▸ **What is expected**: Could you filter the records below and keep only the lines with the word "bottom"?

▸ **Excerpted records**:
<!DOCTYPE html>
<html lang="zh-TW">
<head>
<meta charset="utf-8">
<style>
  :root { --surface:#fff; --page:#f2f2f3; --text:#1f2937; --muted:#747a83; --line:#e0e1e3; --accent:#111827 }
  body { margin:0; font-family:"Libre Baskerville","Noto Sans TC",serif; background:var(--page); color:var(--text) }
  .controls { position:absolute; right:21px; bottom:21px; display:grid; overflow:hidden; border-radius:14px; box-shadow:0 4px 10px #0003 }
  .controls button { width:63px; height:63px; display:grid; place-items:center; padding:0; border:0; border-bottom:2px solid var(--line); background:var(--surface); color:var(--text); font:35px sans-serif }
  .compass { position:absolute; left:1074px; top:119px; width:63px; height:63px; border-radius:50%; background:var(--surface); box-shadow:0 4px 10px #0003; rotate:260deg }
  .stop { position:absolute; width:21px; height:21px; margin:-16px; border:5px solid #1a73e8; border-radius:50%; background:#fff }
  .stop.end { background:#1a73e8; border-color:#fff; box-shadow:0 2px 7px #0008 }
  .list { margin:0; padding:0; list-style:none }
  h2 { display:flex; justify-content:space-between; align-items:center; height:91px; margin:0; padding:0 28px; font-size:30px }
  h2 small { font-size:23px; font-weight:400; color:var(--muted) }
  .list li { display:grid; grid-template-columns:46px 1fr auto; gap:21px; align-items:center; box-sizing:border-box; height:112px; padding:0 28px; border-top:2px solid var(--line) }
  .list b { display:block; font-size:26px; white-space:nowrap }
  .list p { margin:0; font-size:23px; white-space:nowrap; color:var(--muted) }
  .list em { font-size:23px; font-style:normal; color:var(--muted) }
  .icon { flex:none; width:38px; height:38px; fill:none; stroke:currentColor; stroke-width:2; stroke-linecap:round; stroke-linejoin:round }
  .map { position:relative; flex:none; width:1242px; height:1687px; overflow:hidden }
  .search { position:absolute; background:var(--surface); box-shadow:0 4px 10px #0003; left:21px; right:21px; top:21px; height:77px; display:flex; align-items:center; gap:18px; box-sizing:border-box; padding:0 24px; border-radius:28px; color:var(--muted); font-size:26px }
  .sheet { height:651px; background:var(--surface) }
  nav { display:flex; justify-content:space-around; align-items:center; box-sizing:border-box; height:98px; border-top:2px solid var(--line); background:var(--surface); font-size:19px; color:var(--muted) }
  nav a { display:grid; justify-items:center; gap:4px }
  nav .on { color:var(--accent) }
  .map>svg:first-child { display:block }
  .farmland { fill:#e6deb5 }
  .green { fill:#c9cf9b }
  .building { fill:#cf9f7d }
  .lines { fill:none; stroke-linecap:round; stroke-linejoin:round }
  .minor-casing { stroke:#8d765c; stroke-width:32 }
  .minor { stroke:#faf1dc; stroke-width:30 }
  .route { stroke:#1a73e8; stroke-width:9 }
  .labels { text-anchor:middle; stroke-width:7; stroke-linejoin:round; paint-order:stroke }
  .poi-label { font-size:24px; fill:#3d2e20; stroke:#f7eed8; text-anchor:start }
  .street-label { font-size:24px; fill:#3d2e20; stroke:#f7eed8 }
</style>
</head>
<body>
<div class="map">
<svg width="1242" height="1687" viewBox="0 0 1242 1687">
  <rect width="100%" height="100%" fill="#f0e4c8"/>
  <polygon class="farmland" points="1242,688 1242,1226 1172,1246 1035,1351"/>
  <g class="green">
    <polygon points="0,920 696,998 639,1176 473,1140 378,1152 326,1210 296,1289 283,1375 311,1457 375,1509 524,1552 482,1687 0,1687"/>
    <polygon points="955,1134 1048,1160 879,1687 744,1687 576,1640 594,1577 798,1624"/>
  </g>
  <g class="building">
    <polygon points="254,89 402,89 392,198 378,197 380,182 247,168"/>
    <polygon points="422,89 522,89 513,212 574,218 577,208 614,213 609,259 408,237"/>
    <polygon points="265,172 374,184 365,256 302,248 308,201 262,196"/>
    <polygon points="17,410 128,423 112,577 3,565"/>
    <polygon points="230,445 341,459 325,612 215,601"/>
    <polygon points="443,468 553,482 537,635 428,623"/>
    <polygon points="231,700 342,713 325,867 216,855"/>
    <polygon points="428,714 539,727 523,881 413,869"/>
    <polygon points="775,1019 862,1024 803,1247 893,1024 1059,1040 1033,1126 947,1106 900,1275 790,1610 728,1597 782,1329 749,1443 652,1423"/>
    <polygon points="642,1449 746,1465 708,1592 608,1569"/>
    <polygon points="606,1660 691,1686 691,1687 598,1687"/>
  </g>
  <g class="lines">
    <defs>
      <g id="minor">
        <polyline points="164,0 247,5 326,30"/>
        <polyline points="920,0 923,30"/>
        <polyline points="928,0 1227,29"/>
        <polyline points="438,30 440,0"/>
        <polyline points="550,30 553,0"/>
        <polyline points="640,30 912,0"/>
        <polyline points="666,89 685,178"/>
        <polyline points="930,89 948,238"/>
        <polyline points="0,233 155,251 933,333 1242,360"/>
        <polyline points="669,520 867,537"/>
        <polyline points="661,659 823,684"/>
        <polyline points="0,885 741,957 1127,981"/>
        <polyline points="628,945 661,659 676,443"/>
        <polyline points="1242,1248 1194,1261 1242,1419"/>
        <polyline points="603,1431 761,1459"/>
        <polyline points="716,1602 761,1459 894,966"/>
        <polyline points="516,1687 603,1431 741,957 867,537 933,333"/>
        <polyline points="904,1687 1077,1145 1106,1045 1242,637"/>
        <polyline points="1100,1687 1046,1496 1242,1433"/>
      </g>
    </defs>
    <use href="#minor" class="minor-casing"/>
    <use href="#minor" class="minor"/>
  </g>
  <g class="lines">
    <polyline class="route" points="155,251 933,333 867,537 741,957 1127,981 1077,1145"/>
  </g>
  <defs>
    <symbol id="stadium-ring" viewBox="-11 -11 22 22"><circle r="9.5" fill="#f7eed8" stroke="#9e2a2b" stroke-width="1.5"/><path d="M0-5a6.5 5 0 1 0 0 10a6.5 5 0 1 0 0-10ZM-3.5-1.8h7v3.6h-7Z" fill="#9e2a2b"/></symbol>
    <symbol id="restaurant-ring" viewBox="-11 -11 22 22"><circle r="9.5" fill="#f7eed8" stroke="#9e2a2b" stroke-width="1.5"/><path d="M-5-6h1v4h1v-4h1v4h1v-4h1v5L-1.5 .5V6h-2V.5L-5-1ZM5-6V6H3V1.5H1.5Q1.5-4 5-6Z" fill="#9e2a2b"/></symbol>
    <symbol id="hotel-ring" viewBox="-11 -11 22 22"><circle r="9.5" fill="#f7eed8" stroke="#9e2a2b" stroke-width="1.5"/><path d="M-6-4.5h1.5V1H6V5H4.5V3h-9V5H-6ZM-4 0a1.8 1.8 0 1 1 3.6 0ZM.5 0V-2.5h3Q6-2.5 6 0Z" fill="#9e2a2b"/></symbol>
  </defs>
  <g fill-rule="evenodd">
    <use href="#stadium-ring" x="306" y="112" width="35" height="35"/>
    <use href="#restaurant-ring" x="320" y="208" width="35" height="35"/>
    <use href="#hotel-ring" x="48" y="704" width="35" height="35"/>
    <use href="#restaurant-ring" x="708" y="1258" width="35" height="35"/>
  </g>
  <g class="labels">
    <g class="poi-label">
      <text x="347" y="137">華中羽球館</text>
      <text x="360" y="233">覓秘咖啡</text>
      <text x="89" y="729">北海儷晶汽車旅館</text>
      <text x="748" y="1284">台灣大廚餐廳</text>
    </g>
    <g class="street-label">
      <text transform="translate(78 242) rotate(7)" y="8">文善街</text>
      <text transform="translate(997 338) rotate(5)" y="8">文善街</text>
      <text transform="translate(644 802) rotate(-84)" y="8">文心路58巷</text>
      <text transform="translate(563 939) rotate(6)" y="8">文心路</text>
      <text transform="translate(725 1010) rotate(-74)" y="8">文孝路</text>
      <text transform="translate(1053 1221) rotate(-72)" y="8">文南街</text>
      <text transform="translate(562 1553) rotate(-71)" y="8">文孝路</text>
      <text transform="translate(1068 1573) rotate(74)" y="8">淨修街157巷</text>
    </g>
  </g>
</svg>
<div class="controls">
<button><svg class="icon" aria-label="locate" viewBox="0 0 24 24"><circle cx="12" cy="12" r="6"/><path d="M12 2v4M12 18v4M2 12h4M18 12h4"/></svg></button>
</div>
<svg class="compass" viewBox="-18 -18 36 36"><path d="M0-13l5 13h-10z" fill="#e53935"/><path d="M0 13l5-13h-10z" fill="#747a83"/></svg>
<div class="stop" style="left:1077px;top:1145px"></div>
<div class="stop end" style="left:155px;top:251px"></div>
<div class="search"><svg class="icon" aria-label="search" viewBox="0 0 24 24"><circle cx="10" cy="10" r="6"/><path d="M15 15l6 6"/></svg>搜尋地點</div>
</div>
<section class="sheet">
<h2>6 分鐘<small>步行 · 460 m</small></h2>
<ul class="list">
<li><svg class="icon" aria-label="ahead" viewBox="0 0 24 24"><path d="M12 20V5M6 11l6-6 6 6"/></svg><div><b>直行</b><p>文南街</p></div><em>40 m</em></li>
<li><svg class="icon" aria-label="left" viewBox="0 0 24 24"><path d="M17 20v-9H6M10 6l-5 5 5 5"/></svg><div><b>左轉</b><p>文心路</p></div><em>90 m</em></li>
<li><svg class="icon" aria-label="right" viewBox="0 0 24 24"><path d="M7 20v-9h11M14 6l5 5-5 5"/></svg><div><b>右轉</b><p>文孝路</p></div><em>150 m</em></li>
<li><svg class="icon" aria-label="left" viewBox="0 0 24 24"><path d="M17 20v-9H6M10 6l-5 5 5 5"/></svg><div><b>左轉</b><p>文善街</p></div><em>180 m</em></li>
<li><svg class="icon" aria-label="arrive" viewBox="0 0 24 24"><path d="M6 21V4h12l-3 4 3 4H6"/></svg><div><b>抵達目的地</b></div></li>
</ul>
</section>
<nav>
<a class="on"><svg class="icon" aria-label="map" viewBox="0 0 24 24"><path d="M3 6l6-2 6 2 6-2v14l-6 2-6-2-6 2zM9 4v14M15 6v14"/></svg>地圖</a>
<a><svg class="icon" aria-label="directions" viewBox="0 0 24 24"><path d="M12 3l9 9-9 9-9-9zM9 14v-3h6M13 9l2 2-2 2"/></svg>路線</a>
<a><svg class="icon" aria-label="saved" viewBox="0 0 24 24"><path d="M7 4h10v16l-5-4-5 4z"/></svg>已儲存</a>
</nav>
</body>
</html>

▸ **Answer to this problem**:
  .controls { position:absolute; right:21px; bottom:21px; display:grid; overflow:hidden; border-radius:14px; box-shadow:0 4px 10px #0003 }
  .controls button { width:63px; height:63px; display:grid; place-items:center; padding:0; border:0; border-bottom:2px solid var(--line); background:var(--surface); color:var(--text); font:35px sans-serif }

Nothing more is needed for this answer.